An assistant professor at Marshall says texting students may be the next step in higher education learning.
One Marshall University professor thinks text messaging is a tool to reach college students across the country. Dr. Kay Swartzelder is an Assistant Professor in the College of Health Professions School of Nursing. She said the idea just made sense, to tap into one of the most used methods of media consumption that students use, their smart phones and text messaging.
“I look at it as students are our customers, it’s our job and as a professional I want to get my message to the students the best way and students learn different whether we like it or not,” Swartzwelder said.
But they don’t, said Swartzwelder. According to Swartzwelder the typical millennial, the term used for the age group that students make up, doesn’t learn in the old fashioned way. She said they no longer thrive in a setting that includes sitting in a classroom listening to lectures and taking notes. She said they are very interactive and are constantly consuming media at each turn.
“The students are changing, they multi-task, they are always doing 3 or 4 things at a time even when they are studying, they’re texting and listening to music,” Swartzwelder said.

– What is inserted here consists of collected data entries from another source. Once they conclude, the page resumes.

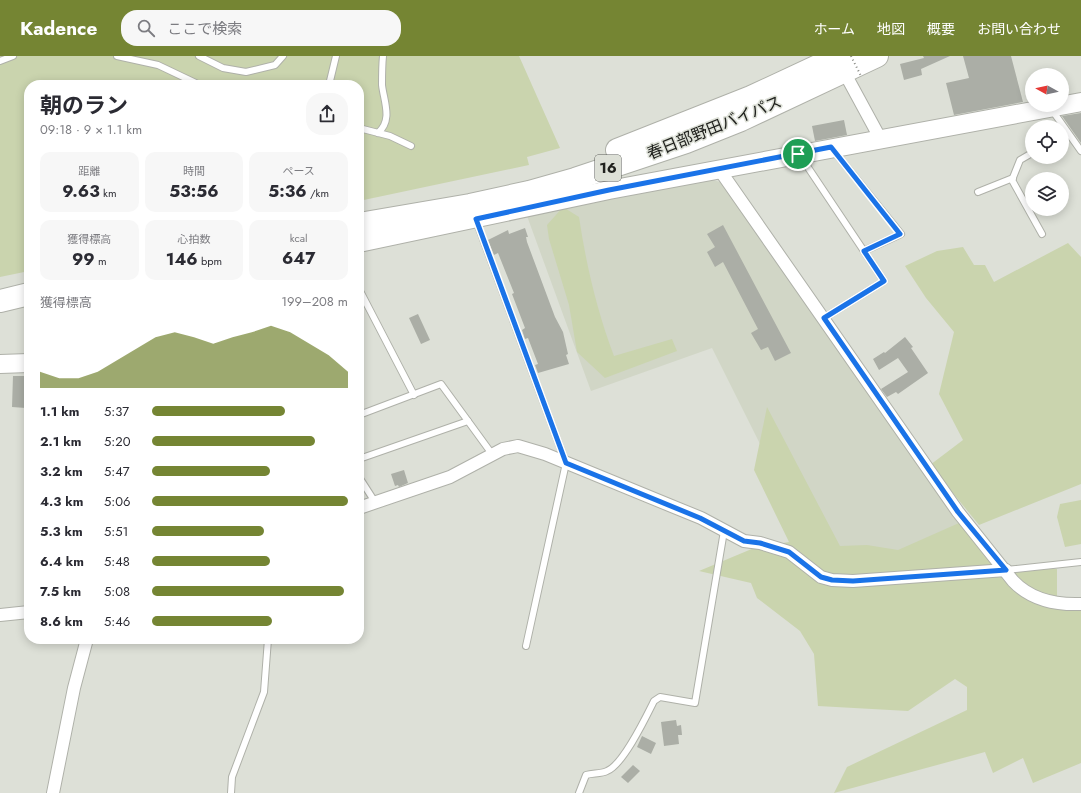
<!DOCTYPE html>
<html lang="ja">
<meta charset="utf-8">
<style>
body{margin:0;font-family:Jost,"Noto Sans JP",sans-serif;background:#f7f7f7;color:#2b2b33;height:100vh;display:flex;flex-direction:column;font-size:15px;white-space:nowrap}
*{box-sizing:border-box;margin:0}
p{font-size:13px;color:#7c7c81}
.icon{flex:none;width:22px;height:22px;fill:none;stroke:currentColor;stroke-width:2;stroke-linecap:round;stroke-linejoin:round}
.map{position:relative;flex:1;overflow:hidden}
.sheet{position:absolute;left:24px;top:24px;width:340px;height:564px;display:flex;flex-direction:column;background:#fff;border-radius:16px;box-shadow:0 2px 10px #0003}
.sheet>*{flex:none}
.needle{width:26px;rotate:278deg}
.fabs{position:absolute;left:1025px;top:12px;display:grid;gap:8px}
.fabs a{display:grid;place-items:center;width:44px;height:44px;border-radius:50%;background:#fff;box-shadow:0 2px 10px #0003;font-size:20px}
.pin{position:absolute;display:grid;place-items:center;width:34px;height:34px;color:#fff;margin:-17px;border:2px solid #fff;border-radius:50%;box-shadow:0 1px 4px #0007}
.round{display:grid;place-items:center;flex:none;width:42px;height:42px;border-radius:16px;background:#f7f7f7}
.summary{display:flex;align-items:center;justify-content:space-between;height:68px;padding:0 16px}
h1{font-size:22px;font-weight:700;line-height:30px}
.figures{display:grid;grid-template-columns:repeat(3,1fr);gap:6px;height:68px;padding:4px 16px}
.figures div{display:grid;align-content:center;border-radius:10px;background:#f7f7f7;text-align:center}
.figures b{font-size:17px;font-weight:700}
.figures small{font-size:11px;font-weight:400}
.figures p{font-size:11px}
.chart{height:112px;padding:8px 16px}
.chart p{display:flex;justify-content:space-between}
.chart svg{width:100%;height:72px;margin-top:4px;fill:#758533;opacity:.7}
ul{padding:0 16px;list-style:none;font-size:13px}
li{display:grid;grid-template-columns:64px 48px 1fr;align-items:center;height:30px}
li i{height:10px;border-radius:5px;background:#758533}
header{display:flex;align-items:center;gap:24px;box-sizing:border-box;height:56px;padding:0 20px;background:#758533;color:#fff}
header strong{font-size:19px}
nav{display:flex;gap:22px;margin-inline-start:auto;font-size:14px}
.search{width:280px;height:36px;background:#f7f7f7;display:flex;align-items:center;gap:10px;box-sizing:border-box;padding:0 14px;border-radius:16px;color:#7c7c81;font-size:15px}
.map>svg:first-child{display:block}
</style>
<header>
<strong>Kadence</strong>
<div class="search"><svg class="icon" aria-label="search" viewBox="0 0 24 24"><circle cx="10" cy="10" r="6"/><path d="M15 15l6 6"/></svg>ここで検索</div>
<nav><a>ホーム</a><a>地図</a><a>概要</a><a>お問い合わせ</a></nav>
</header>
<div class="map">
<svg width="1081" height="737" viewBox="0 0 1081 737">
<rect width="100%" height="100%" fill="#dde0d7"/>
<!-- built -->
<polygon fill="#d1d6c6" points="709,123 720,126 956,457 994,506 825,518 712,292 591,335 527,160"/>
<!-- green -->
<g fill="#cad4ae">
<polygon points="0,0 519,0 560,92 527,101 529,109 359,145 359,29 29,29 29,215 0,221"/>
<path d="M563,151L579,161C586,208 597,255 614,300L672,283L677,295L605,322L577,296L569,249L549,183L547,169Z"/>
<polygon points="1068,187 1081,201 1081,428 979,469 930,409 963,384 939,338 954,276 926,242 905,210 937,195 963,191 974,209 985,209 994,226"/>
<polygon points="767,351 840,490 867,489 898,494 959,467 995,510 1057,513 1057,543 1081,542 1081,707 1033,727 1023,702 993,717 985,696 834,737 847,711 967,654 967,631 955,623 908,655 818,650 814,598 800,575 757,542 751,527 699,515 754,492 789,486 754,414"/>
<polygon points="1081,444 1081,488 1065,491 1057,461 1060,448"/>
</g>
<!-- building -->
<g fill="#abaea6">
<polygon points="923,0 950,0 921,13 922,19 904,24 900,8 924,2"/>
<polygon points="963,0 1011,0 1023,46 954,59 946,27 969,22"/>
<polygon points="1081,57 1081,87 1062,60"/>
<polygon points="844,64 847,79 815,85 812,70"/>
<polygon points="723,169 791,297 775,305 768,291 761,294 751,277 758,273 723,206 715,211 707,196 715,191 707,178"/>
<polygon points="525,172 528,181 526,181 527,186 555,261 563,276 568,298 566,299 569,308 538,317 535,309 538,308 528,282 525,283 522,274 525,272 512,238 514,237 498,197 494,199 488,184 508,174 509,178"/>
<polygon points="418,258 430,284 421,288 409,262"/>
<polygon points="905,281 913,291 911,292 928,317 898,338 896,336 887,341 881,333 908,316 898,302 879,314 873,303 884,296 885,297"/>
<polygon points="13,320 27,320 26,352 12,351"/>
<polygon points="404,414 408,427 399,431 398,429 395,430 391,418"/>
<polygon points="676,664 677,670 681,669 682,679 678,679 679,688 664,690 661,666"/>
<polygon points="642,680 656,687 651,698 637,691"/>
<polygon points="633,709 640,715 628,727 621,721"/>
</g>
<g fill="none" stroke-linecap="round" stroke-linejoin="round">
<defs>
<g id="lane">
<polyline points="117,0 158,9 200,29"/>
<polyline points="199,0 223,12 246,16 275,9 283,0"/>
<polyline points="0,5 13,0"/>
<polyline points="329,29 336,0"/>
<polyline points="1052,54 1081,95"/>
<polyline points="359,72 390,80 411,90"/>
<path d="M378,77C393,64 384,46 382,29C382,19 382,10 383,0"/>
<polyline points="834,95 901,178 864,195"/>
<polyline points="1032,97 1020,104 1012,124 1042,178"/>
<polyline points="801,101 884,225 824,262"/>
<polyline points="978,136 1013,122"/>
<polyline points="476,164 566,407 526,590"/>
<polyline points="359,233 414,339"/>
<polyline points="359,359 441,328 492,398"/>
<polyline points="359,403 468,365"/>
<polyline points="359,421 375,446"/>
<polyline points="1006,514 1081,506"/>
<polyline points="231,737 232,721 264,636 268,583"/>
<path d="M579,737L586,719C593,717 601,718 607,715C623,709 646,661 654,645L660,641L695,647L724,475"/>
</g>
<g id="street">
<polyline points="842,12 880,82"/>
<path d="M719,113L958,456L1013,525C1031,544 1055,549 1081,548"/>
<polyline points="359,452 450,421 503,393 518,390 545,398 674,451 701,462 744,485 760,487 789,496 821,521 832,524 853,525 1006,514"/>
<polyline points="0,559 29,556"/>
<polyline points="53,737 74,632 87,583"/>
</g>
<g id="secondary">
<polyline points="359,187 609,134 1081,46"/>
<polyline points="0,308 29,307"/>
</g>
<g id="highway">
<polyline points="617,94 751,41 839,0"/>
<polyline points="359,168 470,149 529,136 575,123 686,86 741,64 877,0"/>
<polyline points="0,245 29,238"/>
</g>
</defs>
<!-- lane casing -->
<use href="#lane" stroke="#afb1a9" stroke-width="8"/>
<!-- street casing -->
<use href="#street" stroke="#afb1a9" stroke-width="14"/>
<!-- secondary casing -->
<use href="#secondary" stroke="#afb1a9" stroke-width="20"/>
<!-- highway casing -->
<use href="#highway" stroke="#afb1a9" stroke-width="24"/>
<!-- lane -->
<use href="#lane" stroke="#fff" stroke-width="6"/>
<!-- street -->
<use href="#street" stroke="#fff" stroke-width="12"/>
<!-- secondary -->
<use href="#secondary" stroke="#fff" stroke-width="18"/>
<!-- highway -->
<use href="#highway" stroke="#fff" stroke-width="22"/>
<!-- path-bridge -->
<polyline stroke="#868882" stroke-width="2" stroke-dasharray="1 3" stroke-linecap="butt" points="851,0 861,20"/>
</g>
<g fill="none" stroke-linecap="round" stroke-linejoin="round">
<defs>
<polygon id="route" points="831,91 900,178 864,195 884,225 824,262 958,456 1006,514 853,525 832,524 821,521 789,496 760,487 744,485 700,462 566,407 476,163 609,134"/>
</defs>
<!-- route casing -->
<use href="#route" stroke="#fff" stroke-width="8"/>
<!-- route -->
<use href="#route" stroke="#1a73e8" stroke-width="5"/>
</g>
<g text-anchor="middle" stroke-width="3" stroke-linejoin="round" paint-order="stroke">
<!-- shield labels -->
<rect fill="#dde0d7" stroke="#595a56" stroke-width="1" x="595" y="99" width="26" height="26" rx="3"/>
<g font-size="15" font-weight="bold" fill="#20211e">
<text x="608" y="117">16</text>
</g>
<!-- street labels -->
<g font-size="16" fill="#20211e" stroke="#dde0d7">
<text transform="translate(714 71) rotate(-22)" y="6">春日部野田バイパス</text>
</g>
</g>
</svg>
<div class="fabs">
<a><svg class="needle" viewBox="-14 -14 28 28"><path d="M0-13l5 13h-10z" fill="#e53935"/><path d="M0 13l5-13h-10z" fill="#7c7c81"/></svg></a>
<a><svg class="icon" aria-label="locate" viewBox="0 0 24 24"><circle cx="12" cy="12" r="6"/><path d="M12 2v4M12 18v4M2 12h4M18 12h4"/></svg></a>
<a><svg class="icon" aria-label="layers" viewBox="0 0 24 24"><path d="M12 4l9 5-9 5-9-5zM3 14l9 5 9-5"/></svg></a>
</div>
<div class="pin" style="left:798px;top:98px;background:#1e9e55"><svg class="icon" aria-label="arrive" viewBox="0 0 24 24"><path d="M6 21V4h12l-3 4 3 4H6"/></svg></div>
<section class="sheet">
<div class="summary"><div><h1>朝のラン</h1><p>09:18 · 9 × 1.1 km</p></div><a class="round"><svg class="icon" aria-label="share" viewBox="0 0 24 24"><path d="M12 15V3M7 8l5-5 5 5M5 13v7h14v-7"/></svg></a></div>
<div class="figures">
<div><p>距離</p><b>9.63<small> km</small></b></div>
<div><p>時間</p><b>53:56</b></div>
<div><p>ペース</p><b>5:36<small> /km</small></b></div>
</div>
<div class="figures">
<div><p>獲得標高</p><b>99<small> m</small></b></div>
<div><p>心拍数</p><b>146<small> bpm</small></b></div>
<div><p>kcal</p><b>647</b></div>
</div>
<div class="chart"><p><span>獲得標高</span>199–208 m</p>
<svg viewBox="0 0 160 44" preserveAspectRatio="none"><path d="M0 44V34L10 38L20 38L30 34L40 27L50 20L60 13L70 10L80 13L90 17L100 13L110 10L120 6L130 10L140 17L150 24L160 34V44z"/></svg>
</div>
<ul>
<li><b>1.1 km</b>5:37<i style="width:68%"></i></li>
<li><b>2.1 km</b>5:20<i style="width:83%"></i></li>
<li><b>3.2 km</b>5:47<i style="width:60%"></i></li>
<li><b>4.3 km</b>5:06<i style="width:100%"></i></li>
<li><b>5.3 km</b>5:51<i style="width:57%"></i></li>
<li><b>6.4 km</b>5:48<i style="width:60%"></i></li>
<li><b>7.5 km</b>5:08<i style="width:98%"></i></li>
<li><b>8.6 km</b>5:46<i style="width:61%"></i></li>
</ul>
</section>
</div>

So Swartzwelder said she found a program that will allow her to send a mass text to a group of students. Her idea was to examine an online class she was teaching by separating the groups in the class. One group did things the traditional way, by responding discussion prompts on a message board each week. The other 60 students received text messages too. Students replied in a text through an application on their phone. While the overall test scores haven’t shown a substantial improvement Swartzwelder said the response discussions how a more attentive group of students.
"I look at it as students are our customers, it's our job and as a professional I want to get my message to the students the best way and students learn different whether we like it or not," Swartzwelder said.
The professor of nursing says the next step is using programs like poll in conjunction with the text messaging. Much like the widely used clicker programs found in new smart classrooms that allow students to select A,B,C, or D for an answer to a question and then see the percentages for each answer, the poll everywhere program allows students to respond using texting on their phone. Swartzwelder said it’s about finding new ways to help students learn the material.
Swartzwelder’s paper “Examing the Efect of Texting on Students’ Perception of Learning” has been accepted for publication in Nursing Education Perspectives.